Beware the solution that is offered as a better way to kill a supposed threat. Often the remedy comes closer to being the threat than the supposed threat itself.

It is often better as Dawn notes to strengthen our health, body, mind and soul, than to get stuck in "counter-attack" mode.

Very interesting. Thank you Dr. Al, Dawn and Paul for these posts.

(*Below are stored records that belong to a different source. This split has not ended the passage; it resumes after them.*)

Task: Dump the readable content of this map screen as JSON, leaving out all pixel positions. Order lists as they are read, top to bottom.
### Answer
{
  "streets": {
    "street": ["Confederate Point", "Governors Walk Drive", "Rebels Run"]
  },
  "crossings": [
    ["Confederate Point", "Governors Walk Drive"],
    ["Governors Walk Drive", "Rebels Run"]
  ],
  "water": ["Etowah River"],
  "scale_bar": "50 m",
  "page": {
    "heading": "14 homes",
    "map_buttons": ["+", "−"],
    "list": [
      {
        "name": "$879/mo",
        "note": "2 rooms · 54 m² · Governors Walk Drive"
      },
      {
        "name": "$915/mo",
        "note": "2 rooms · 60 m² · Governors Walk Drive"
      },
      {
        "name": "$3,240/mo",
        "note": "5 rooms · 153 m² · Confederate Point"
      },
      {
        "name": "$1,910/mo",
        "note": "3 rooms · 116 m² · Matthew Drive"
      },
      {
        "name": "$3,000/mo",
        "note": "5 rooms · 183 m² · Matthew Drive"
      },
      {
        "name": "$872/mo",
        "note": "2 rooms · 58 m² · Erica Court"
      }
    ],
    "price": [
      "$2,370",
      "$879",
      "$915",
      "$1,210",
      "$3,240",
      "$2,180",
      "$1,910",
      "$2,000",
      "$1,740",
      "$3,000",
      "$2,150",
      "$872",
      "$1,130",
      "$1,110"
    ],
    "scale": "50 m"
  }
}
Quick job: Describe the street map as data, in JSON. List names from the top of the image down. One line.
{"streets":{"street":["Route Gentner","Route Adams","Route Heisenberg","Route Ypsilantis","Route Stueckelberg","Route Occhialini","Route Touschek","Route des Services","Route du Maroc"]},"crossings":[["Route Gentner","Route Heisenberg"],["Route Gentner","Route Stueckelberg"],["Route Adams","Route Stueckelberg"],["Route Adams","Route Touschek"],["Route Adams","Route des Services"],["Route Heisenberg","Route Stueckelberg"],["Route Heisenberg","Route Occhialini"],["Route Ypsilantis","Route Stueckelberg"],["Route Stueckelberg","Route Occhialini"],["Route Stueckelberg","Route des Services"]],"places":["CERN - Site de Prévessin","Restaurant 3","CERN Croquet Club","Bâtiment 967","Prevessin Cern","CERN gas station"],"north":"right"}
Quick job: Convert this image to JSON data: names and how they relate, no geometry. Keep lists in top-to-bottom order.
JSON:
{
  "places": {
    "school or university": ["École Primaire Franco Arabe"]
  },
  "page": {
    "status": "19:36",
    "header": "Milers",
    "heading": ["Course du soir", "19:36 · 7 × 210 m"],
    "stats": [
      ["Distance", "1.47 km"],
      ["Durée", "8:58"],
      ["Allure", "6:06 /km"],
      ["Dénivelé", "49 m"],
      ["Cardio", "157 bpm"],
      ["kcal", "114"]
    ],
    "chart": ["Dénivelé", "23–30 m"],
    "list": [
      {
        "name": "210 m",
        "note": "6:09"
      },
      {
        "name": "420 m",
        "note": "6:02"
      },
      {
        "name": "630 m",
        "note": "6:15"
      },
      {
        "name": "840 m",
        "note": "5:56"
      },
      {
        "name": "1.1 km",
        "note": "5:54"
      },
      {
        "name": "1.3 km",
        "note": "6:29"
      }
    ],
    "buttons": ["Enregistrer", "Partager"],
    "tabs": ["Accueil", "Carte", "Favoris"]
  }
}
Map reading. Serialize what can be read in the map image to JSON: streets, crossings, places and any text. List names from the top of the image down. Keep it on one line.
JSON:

Thanks for the welcome and the info on the new frequency prototype. I'm a big proponent of energy medicine, Rife technology, and many others which use a specific frequency to destroy the unwanted pathogens, and have several devices myself. However, I disagree with much of what you've said here about tetrasil. Dr. Marvin Antelman patented the device and he is nothing short of a genius. I personally knew someone who used it and was cured immediately with no negative side effects. It does not suppress the immune system, in fact it serves to enhance it. Antibiotics will suppress the immune system and are toxic pesticides, but that is not true of tetrasil. Ideally, everyone will be able to heal and be healed energetically without the need for devices of any kind, but in the meantime it's good to know what has been developed. Tetrasil is not available today, except perhaps from one source online, and there is a complicated history of suppression as to the technology involved. Suffice to say, it would quickly put the pharmaceutical co's out of business as would frequency technology so we won't see much of either in our local doctors offices anytime soon. Let's keep sharing positive alternatives with each other and allow each person to choose what works best for him/herself.